India has a complicated track record when it comes to women’s rights and women’s empowerment. But now many social organisations are tirelessly working to put an end to promoting equality, supporting women and fairness in wages, in behaviour, and with opportunities have spent years putting women‘s rights at the forefront of their missions. This has been progressed over the last decades: More girls are going to school, fewer girls are forced into early marriage, more women can be seen in positions of leadership, and laws are being reformed to advance gender equality.
Despite these gains, many challenges remain: discriminatory laws and social norms remain pervasive, women continue to be underrepresented at all levels of political leadership, and 1 in 5 women and girls between the ages of 15 and 49 report experiencing physical or sexual violence by an intimate partner within a 12-month period. The effects of the COVID-19 pandemic could reverse the limited progress that has been made on gender equality and women’s rights. The coronavirus outbreak exacerbates existing inequalities for women and girls across every sphere – from health and the economy to security and social protection.
NGOs in India have spread like wildfire in the last decades. They are becoming the lifeline of marginalized and disadvantaged communities, giving people a reason to live. For the same, I am sharing a listicle below on “Five organizations that have helped women in different ways “ for your reference.
Pradan: It is a 38-year-old organization, which has been working extensively towards reaching out to the poorest communities, building human capabilities, and building women’s self-reliant collectives as change agents. It has been working extensively for the rural populace in the seven states of Central and Eastern India. PRADAN recruits and trains young professionals from across the country to engage with poor communities at the grass-root level.
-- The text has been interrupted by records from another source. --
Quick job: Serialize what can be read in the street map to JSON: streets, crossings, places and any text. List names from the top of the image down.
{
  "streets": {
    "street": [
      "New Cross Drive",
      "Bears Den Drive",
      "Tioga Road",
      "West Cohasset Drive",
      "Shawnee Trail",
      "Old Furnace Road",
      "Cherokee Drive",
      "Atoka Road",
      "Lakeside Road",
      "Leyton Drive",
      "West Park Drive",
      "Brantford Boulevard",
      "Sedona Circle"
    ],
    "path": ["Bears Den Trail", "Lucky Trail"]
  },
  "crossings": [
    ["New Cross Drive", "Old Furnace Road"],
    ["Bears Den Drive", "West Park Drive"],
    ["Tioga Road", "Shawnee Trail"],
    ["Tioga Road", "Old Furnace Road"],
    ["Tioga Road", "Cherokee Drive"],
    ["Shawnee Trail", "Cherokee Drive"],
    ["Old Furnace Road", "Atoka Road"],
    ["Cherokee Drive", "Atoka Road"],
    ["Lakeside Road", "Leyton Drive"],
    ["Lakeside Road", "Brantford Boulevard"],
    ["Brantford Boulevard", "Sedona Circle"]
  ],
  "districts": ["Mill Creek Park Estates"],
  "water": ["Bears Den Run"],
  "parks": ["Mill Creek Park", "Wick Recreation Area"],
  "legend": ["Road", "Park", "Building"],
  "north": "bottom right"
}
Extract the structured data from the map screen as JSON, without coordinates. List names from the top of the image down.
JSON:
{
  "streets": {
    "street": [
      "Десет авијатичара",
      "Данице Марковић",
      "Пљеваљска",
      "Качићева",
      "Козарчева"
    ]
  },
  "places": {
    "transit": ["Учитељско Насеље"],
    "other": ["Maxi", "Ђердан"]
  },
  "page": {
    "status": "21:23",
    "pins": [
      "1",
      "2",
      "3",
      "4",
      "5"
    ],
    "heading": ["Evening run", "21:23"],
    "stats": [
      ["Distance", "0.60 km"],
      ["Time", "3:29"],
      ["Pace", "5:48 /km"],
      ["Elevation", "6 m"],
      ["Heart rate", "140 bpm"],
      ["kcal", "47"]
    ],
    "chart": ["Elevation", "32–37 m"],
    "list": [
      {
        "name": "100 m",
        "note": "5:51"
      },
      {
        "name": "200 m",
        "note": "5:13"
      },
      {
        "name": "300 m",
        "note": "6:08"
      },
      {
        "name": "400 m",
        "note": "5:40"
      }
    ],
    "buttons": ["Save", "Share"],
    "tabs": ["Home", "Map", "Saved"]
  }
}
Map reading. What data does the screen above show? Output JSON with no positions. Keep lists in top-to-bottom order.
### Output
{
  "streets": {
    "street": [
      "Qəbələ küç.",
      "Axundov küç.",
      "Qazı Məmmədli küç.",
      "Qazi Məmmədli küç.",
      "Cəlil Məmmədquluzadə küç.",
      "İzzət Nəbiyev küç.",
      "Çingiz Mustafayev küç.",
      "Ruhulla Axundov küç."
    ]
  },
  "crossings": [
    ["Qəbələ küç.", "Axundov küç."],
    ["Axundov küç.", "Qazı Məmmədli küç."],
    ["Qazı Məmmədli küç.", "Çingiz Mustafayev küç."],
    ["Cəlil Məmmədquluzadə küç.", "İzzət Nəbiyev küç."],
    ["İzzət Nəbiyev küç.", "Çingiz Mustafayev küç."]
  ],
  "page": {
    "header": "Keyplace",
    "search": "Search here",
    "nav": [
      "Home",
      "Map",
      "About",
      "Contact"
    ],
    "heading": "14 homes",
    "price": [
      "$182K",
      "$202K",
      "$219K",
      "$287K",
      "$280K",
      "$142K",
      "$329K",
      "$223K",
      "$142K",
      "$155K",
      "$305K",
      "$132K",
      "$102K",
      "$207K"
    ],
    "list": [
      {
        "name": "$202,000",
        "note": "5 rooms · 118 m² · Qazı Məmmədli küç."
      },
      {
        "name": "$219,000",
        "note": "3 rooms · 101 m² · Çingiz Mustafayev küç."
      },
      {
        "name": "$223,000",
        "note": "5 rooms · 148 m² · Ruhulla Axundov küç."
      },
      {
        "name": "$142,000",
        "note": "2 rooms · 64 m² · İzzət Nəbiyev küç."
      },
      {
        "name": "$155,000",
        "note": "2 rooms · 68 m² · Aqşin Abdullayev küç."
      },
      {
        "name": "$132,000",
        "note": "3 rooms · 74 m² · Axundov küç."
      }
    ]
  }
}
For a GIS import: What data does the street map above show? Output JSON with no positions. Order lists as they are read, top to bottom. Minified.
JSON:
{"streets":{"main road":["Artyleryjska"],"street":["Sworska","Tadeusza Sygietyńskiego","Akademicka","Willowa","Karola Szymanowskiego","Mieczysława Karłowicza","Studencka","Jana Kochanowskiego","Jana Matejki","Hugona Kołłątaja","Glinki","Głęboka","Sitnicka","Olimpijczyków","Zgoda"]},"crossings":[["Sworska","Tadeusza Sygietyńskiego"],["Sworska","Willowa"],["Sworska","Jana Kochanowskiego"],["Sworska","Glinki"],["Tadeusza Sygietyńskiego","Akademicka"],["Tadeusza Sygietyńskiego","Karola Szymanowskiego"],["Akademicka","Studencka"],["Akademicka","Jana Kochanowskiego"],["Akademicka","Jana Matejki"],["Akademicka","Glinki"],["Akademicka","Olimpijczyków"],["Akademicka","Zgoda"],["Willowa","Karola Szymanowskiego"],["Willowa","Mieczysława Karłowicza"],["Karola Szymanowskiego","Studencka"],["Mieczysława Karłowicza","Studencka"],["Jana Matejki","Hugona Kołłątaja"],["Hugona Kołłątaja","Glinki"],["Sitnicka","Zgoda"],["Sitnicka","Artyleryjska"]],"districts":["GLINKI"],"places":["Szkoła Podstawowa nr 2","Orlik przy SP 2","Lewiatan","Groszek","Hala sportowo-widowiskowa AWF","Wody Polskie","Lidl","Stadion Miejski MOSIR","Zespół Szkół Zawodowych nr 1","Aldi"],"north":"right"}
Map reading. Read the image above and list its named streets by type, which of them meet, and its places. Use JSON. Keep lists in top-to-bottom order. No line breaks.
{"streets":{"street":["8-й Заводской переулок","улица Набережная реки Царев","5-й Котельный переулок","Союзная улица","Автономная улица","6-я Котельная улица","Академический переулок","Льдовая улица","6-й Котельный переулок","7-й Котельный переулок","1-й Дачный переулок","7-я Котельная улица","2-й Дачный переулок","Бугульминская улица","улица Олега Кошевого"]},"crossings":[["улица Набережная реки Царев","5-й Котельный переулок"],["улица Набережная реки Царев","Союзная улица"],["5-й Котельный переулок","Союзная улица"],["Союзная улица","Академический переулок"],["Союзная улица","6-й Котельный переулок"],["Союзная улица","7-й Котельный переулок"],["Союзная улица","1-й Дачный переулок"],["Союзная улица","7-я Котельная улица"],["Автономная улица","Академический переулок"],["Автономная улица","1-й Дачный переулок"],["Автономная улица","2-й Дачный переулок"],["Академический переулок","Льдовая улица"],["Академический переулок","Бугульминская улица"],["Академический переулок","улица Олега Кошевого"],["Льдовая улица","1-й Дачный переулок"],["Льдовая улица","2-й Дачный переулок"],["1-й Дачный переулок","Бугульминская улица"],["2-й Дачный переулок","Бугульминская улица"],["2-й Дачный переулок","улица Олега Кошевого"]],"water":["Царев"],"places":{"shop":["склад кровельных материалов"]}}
Over the years, Pradan has partnered with many State Governments and Departments to design and implement initiatives that impact and transform the lives of the rural poor. Every rupee invested on PRADAN’s team triggers INR 4 of programme investment in creating assets and capabilities for the people residing in poverty and translates into INR 11 of income for families. Prada is also the NSO (DDAY-NRLM Support Organisation) for the Ministry of Rural Development, Government of India, which provides a piece of knowledge and capacity-building role in these key ministries.
Centre for catalyzing change: Centre for Catalyzing Change (C3), formerly known as the Centre for Development and Population Activities (CEDPA), India, started working in India in 1987. In the last 30 years, C3 has emerged as a key change-making organization focused on improving the condition of girls and women in the country. They design solutions that mobilize, equip, educate and empower girls and women to meet their full potential. They strive to create an ecosystem where all girls and women can demand and get their due entitlements. Their work addresses the challenges that they face in our country at various stages in their lives.
Their programs are aimed at equipping girls and women with practical life skills, improved confidence in personal decision-making, and increased self-esteem. Their work ensures that girls and women have access to quality reproductive and maternal health care. We are committed to the equal participation of women in governance and leadership roles as a step towards building a stronger nation.
Centre for social research: It was founded by a group of social scientists from JNU, CSR was established in 1983 in New Delhi. They are dedicated to creating a violence-free, gender-just society through social research, capacity building, and advocacy. A renowned social activist and a prolific academician, Dr Ranjana Kumari is the Director of the Centre for Social Research as well as Chairperson of Women Power Connect.
They are operating on all three levels — local, regional and national, helping to create better systems for gender equality. Dr Ranjana Kumari combines the two roles of a women activist and scholar with great felicity and panache. Having dedicated her life to significant social causes, Dr Ranjana Kumari continues to impact the lives of many with her dedication and zeal.
Breakthrough: Breakthrough is a human rights organization seeking to make violence and discrimination against women and girls unacceptable. For this, they use the power of arts, media, pop culture, and community mobilization to inspire people to take bold action to build a world in which all people live with dignity, equality, and justice. They inspire people to fight for the rights of women and girls by catalysing leadership in communities and building a larger movement to change deep-rooted cultural norms that perpetuate gender-based discrimination and violence.
Their work extensively with young people through a deep transformation model that helps them develop a stronger identity, the confidence to make their own life decisions, and embark on a journey of being gender equality champions. We ensure that they have an enabling environment to do so by working with their families and community at large and key stakeholders like frontline workers, PRI members, school management, state authorities, etc. Right now they are in 5 states and 13 districts.